On April 15, some 20 days after the genocide in Dhaka, the Pakistani army moved into Kushtia from Jhenaidah.
The team, which roamed Kushtia for one and a half hours, in its report noted the utter devastation of the town. After overcoming the "strong resistance" from the freedom fighters in the early days, the army's punitive action devastated the town, it said.
"It was like the morning after a nuclear attack," said Hendrik Van der Heijden, a member of the team and an economist at the World Bank posted in Pakistan, said after visiting Kushtia.
"It lasted 12 days and left Kushtia virtually deserted and destroyed", he said.

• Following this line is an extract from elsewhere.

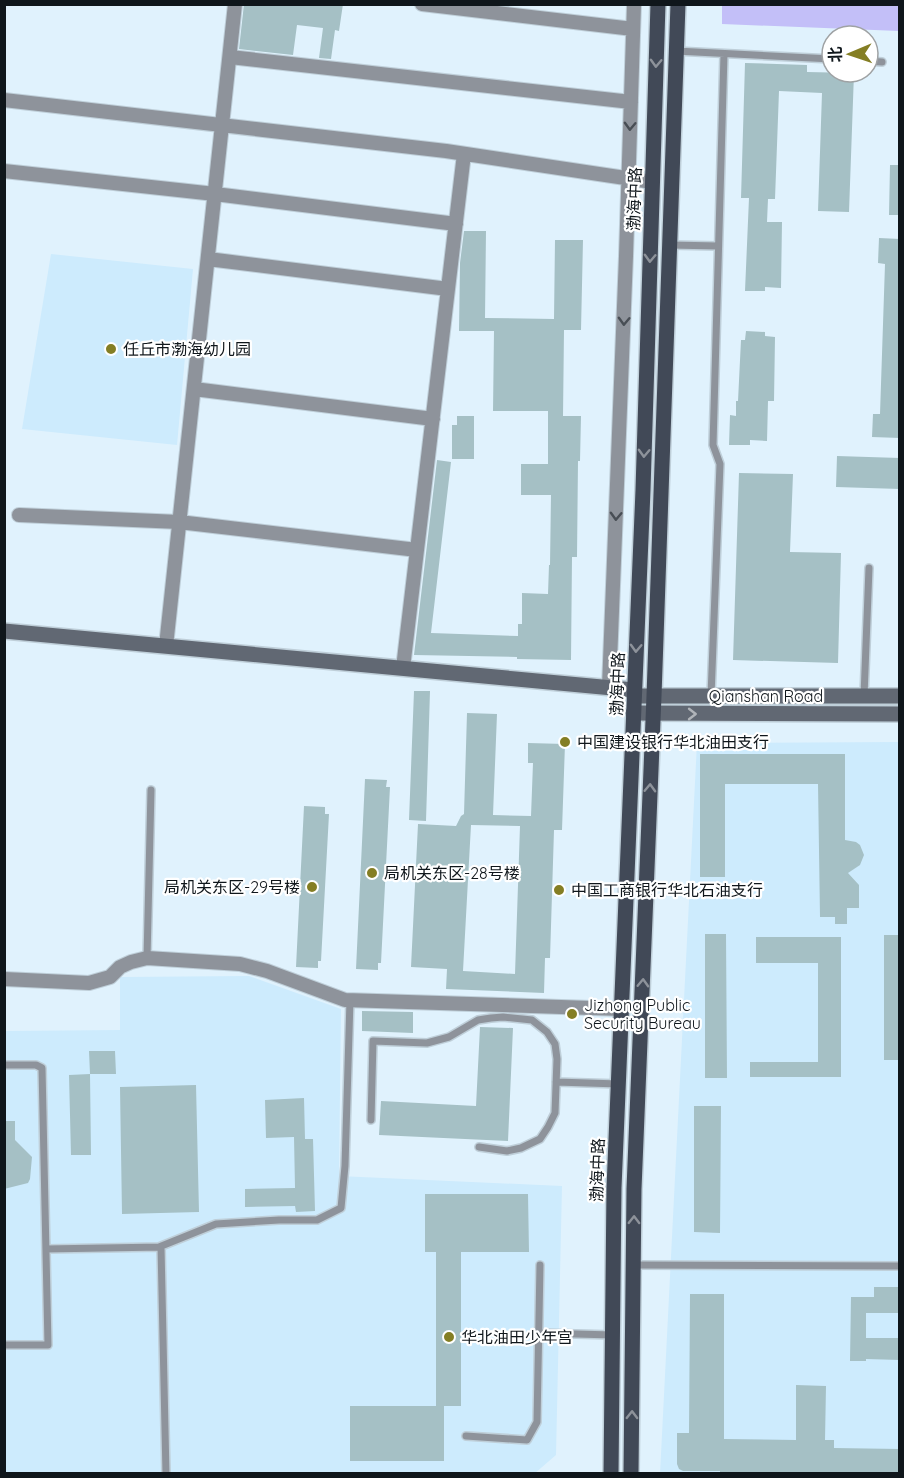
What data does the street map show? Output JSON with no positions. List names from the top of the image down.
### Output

The military brutality reduced the population in Kushtia town to 5,000 from 40,000. The report said ninety percent of the houses, shops, banks and other buildings were destroyed.
"The city looked like a WWII German town having undergone strategic bombing attacks. People were sitting around dazed," it said.
"I asked them [officials of Pakistan] to show me a shop where food was being sold. … It was impossible to find one. Kushtia, as someone told me, is the Mỹ Lai of the West Pakistan Army," Hendrik said referring to the infamous massacre in the Vietnam War.
On March 16, 1968, American soldiers indiscriminately slaughtered more than 500 civilians, including young girls and women, in a Vietnamese village called Mỹ Lai.